During 2010, Leola Meyer, a trustee of Klipriviersberg Trust and JGM Trust, approached Glenn David Crick, a director of Big Five Developments (Pty) Ltd, to develop land belonging to the Trusts. The parties had previously dealt with each other when developing another piece of land. Negotiations led to the conclusion of three joint venture agreements (JVA) between Big Five and various trusts (Klipriviersberg Trust, JGM Trust, and JG Meyer Boerdery Trust). The original plan was for a low to medium density residential estate, but this evolved to a high-density mixed-use residential scheme. The main purpose of the JVA was to increase the value of the land by obtaining appropriate rezoning, then sell it to a third party or realisation company. Big Five was to undertake the development and rezoning, paying all associated fees. Three trustees were involved (Leola, Heleen, and Tyers), with Leola primarily negotiating and signing the agreements. The Trusts later challenged the validity of the JVA, and Big Five instituted action seeking rectification of various clauses, a declaration that the agreement was valid, and an interdict preventing the trustees from negotiating the sale of the property to Home Talk Developments or any other third party.

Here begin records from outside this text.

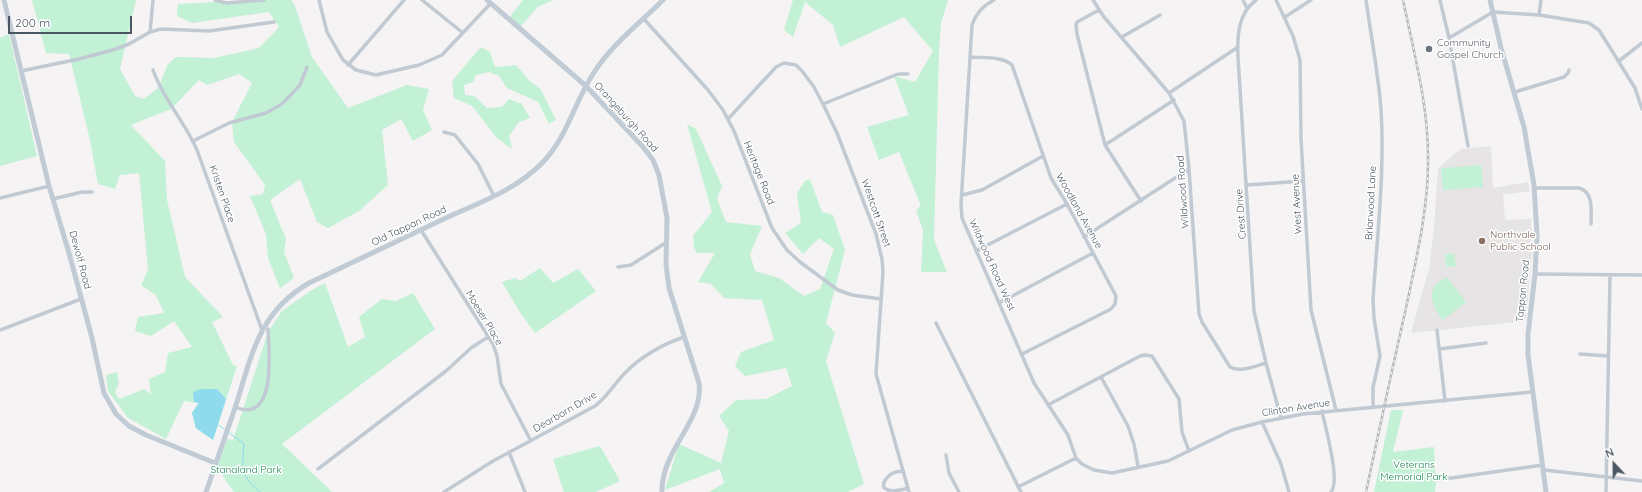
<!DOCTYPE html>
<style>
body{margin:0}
#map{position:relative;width:1642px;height:492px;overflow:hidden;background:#f5f3f3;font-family:Quicksand,sans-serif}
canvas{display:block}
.north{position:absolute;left:1594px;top:444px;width:40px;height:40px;-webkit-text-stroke:3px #fff;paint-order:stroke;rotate:338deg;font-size:11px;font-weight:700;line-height:16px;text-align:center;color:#4a5661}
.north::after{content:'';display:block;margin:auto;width:14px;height:18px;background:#4a5661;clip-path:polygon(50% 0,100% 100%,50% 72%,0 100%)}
.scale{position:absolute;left:8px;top:16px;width:124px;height:18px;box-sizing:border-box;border:2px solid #4a5661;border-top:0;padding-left:5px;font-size:12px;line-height:14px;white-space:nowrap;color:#4a5661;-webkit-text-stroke:3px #fff;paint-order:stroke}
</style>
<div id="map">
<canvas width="1642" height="492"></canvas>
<div class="north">N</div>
<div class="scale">200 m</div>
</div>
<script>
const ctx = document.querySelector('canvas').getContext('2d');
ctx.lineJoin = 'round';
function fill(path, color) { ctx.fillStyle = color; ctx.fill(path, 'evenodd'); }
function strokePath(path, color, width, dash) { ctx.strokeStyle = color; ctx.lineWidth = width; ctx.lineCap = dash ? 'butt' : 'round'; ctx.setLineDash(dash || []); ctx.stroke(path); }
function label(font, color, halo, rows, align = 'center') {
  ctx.font = font + ' Quicksand,sans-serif'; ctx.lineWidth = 3; ctx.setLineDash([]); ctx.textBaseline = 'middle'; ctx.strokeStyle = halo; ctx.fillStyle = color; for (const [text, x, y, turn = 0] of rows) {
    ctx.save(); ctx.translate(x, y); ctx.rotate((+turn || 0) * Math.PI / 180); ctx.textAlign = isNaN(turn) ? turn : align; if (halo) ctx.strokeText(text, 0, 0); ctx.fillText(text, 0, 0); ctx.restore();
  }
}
const education = new Path2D(`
 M1491,146L1493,188L1528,182L1530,191L1503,195L1505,220L1531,219L1532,250L1526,321L1411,333L1429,269L1434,229L1438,168L1461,149Z`);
const green = new Path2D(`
 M32,0H136L120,69L135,96L144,99L158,88L168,64L176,57L214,58L259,48L279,27L269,12L192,23L177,16L178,4L253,0H291L295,6L312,57L348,108L407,85L429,89L423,110L432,130L413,141L401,119L382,130L388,185L359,211L328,228L317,222L300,179L270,200L286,239L284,252L294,278L280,288L268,258L266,234L250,196L263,194L265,185L234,142L232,122L252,83L239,74L207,85L199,80L171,109L131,125L165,161L167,200L185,277L223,317L212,322L233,365L237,366L213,440L196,428L192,413L198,403L184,401L166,439L128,418L108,391L106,375L117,372L119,383L115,392L119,399L144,389L151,394L149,379L165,372L168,353L192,347L174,321L151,336L135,331L138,317L164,313L156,295L141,285L148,270L139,173L120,175L115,189L98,184L90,140L69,54L46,53Z
 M523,0H553L538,7L519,28L508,19Z
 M793,0H948L941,23L939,51L934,240L947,272H921L923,230L916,210L921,206L899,152L879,160L867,127L909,115L894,76L915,82L933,51L904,17L840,47L833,25L805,2L793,37L784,30Z
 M9,34L37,156L0,166V38Z
 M481,47L490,52L495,67L516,65L529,80L541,90L556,120L549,124L538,102L507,88L499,76L489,72L476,75L473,82L464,85L465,95L474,96L487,108L502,107L509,99L522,104L530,118L519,122L509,136L512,149L497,138L472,106L454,98L452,81Z
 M687,124L696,129L722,186L717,199L726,222L762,226L750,254L755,271L779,278L804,296L820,289L834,249L819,238L803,254L785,233L801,223L797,193L805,181L810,179L822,212L833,215L845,250L826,323L835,333L826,361L864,484L848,492H709L724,483L720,469L665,490L679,444L721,463L729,431L719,416L736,400L766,399L792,386L786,368L745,376L735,366L741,352L774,340L762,300L724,298L711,284L698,282L715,253H697L694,247L693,236L712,212Z
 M1481,165L1483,187L1443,190L1441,168Z
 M1445,254H1454L1456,266L1446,267Z
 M540,268L553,283L578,269L596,291L535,333L521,314L502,282L515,278L520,281Z
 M1447,277L1466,302L1443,320C1435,312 1427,294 1436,284C1439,281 1444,279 1447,277Z
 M325,283L348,347L365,337L359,317L382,299L396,301L413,293L435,329L282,444L332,492H234L217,468L227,439L233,440L268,332L282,311L310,291Z
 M1391,410H1403L1393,452L1434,447L1436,483L1435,492H1374Z
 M600,446L620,481L596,492H564L553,459Z`);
const water = new Path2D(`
 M201,389H217L226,399L213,440L196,428L192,413L199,403L194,402L193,392Z`);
const stream = new Path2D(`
 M218,425L226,430
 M228,432L244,444C242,468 240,476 260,492`);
const street = new Path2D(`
 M215,0L226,3L264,0
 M319,0L327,32L343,60L356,70L376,75L419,65L442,55L491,3
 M422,0L463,33
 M994,0C984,5 976,13 972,25L961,204L962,218L1034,383L1068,435L1076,458L1082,464L1094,470L1112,473L1168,461L1232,430L1262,422L1303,414L1532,392
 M1093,0L1104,17L1169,93L1184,121L1189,169L1199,314L1202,322L1230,367C1241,373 1255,366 1266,363
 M1243,0L1247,8
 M1256,0C1238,13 1237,37 1238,57L1254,311L1266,363L1281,418
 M1276,0L1293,36L1300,60L1301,139L1311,310L1336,410
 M1366,0C1371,36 1378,72 1381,109C1385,172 1377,237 1373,300L1374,318L1380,356L1373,387V407
 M1440,0L1449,38L1468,146
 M1099,10L1077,22L1076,25L1077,34L1105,145L1141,201
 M1539,15L1541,0
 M1285,17L1311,0
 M644,19L708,90L723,110L734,131L772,228L787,250L800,262L838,290L852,295L881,299
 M150,32L153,0
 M1122,37L1160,15
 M1449,38L1493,12L1539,15L1589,23L1599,30L1635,88L1642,109
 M970,57C982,58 1003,56 1012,65L1051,178L1067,204L1116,296L1115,304L1111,309L1022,354
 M1619,61L1642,43
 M348,65L404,0
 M153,70C163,99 185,122 197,150L262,330
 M21,71L79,59L116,49L129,44L150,32L161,29L209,31L274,22
 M1515,92L1564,77L1568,73L1569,70
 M1169,93L1238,47
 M823,104L898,74H908
 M728,119L776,67L784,63L796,65L802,71L814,87L823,104L837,133L876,234L882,259L883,272L876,374L909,492
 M444,132L455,135L478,164L494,196
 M193,141L229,123L266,113L282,104L300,85L307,67
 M1105,145L1174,100
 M1247,185L1303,181
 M1534,188H1579C1594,192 1591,211 1591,224
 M962,195L982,190L1043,156
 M0,198L49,186
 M53,199L82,192H92
 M421,230L493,344L497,356L501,384L531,441
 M1084,237L1189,169
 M976,251L1067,204
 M618,267L631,265L667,242
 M1535,274L1642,275
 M999,303L1093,253
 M936,323L1021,492
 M0,330L81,299
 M1437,330L1445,401
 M1439,349L1486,343
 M1580,354L1608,356
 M1101,377L1128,426L1134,444L1138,466
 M1048,405L1140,356L1145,355L1152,356L1179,399L1182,432L1189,451
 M235,407C277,425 269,351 268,329
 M1322,411C1325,427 1341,481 1331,492
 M1262,422L1281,464L1289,492
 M509,452L525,492
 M946,455L949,473L959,492
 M318,469L446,371L471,348L488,337
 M1544,470L1642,481
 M902,471C899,471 896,472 893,473C887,476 878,487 888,490C894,492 902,490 908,488
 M1437,480L1543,465
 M1018,487L1076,458
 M444,492L493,461L595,406C608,396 614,384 625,373C640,357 663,344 684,337
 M1606,492L1610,275`);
const secondary = new Path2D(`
 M4,0L49,186L69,253L92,338L104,393L116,414L129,426L146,435L215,463
 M487,0L586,86L644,148L653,160L659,175L667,218L666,264L669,288L699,383C704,421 661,450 662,492
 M1490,0L1501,48L1524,127L1534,185L1537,235L1535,274L1528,334V355L1546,492
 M206,492C216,463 226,434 236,405C252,354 259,312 309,283C355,261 402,239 448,217C481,202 517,189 542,163C567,138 574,103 593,74C611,45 639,24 663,0`);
const rail = new Path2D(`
 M1366,492C1379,431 1392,369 1406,308C1416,260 1428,211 1428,162C1429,107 1414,53 1403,0`);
const markers = [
 [1429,49,4,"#6b7280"],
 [1482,241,4,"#8d6e63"]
];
const worshipNames = [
 ["Community",1437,43],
 ["Gospel Church",1437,55]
];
const streetNames = [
 ["Orangeburgh Road",626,117,48],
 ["Heritage Road",759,173,68],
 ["Wildwood Road",1183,192,-94],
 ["Kristen Place",222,194,71],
 ["Briarwood Lane",1371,203,-87],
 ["West Avenue",1297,204,-93],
 ["Woodland Avenue",1079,211,61],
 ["Westcott Street",876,213,71],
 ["Crest Drive",1241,214,-94],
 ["Old Tappan Road",409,226,-25],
 ["Dewolf Road",80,260,75],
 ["Wildwood Road West",992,265,66],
 ["Tappan Road",1523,291,-84],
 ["Moeser Place",484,318,59],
 ["Clinton Avenue",1296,408,-9],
 ["Dearborn Drive",565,412,-30]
];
const educationNames = [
 ["Northvale",1490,235],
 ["Public School",1490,247]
];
const parkNames = [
 ["Veterans",1414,465],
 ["Memorial Park",1414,477],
 ["Stanaland Park",246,470]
];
fill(education, '#e6e4e5');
fill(green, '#c3f1d5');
fill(water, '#90daee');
strokePath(stream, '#90daee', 1);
strokePath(street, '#c1cad2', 3.5);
strokePath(secondary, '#c1cbd6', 5);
strokePath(rail, '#b5b8bd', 2.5);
strokePath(rail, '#fff', 1, [3]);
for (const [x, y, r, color] of markers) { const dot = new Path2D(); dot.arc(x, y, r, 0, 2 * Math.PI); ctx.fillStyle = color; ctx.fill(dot); strokePath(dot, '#fff', 1.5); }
label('10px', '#5b616d', '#fff', worshipNames, 'left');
label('10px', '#4a5661', '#fff', streetNames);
label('10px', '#785e54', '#fff', educationNames, 'left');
label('10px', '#17864f', '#fff', parkNames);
</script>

The appeal was dismissed with costs, including costs occasioned by the employment of two counsel.
A joint venture agreement for the development and rezoning of land, where the purpose is to increase property value for future sale to third parties (a realisation company and development company), does not constitute a sale of land requiring compliance with the Alienation of Land Act 68 of 1981. The Act is only applicable where there is an actual agreement of sale between the parties, not where sales are merely contemplated in the future with other entities. In interpreting agreements, courts must ascertain the intention of the parties by examining all circumstances surrounding the conclusion of the agreement, including the factual matrix and relevant subsequent conduct. Where a trust deed provides for decisions by majority vote, not all trustees are required to sign an agreement for it to bind the trust, provided the required majority has authorized the transaction. Parties who fail to challenge evidence in cross-examination are deemed to have accepted that evidence as correct (applying the rule in Browne v Dunn), and failure to call material witnesses (such as the defendants themselves) to establish a defence is fatal to that defence.
The court made observations about the unbusinesslike nature of interpreting the agreement in the manner suggested by the appellants, which would have meant Big Five would develop property belonging to the Trusts without any quid pro quo. The court noted that enforcing the JVA as only a property development agreement would not interfere with the good faith the parties promised themselves. The court also observed that the fundamental flaw in the appellants' case was their failure to call as witnesses the very defendants on whose behalf the plea was filed, making it difficult to see how they could discharge their evidentiary burden. Regarding the abandonment issue, the court commented that holding the respondents bound by an erroneous submission that was corrected during argument before the high court would be "opportunistic and devoid of merit", suggesting a broader principle against taking unfair advantage of inadvertent counsel errors that are subsequently rectified.
This case provides important guidance on the interpretation of joint venture agreements in South African law, particularly the distinction between development agreements and sale of land agreements for purposes of the Alienation of Land Act. It clarifies that agreements aimed at increasing property value through rezoning and development, with contemplated future sales to third parties, do not constitute sales of land requiring compliance with the Act. The case also reinforces principles regarding trust administration, specifically that unanimity of trustees is not required where trust deeds provide for majority decision-making. It emphasizes the importance of the rule in Browne v Dunn regarding cross-examination and the consequences of failing to challenge evidence. The judgment also demonstrates a pragmatic approach to inadvertent errors by counsel during proceedings, refusing to allow opportunistic reliance on bona fide mistakes that are subsequently corrected.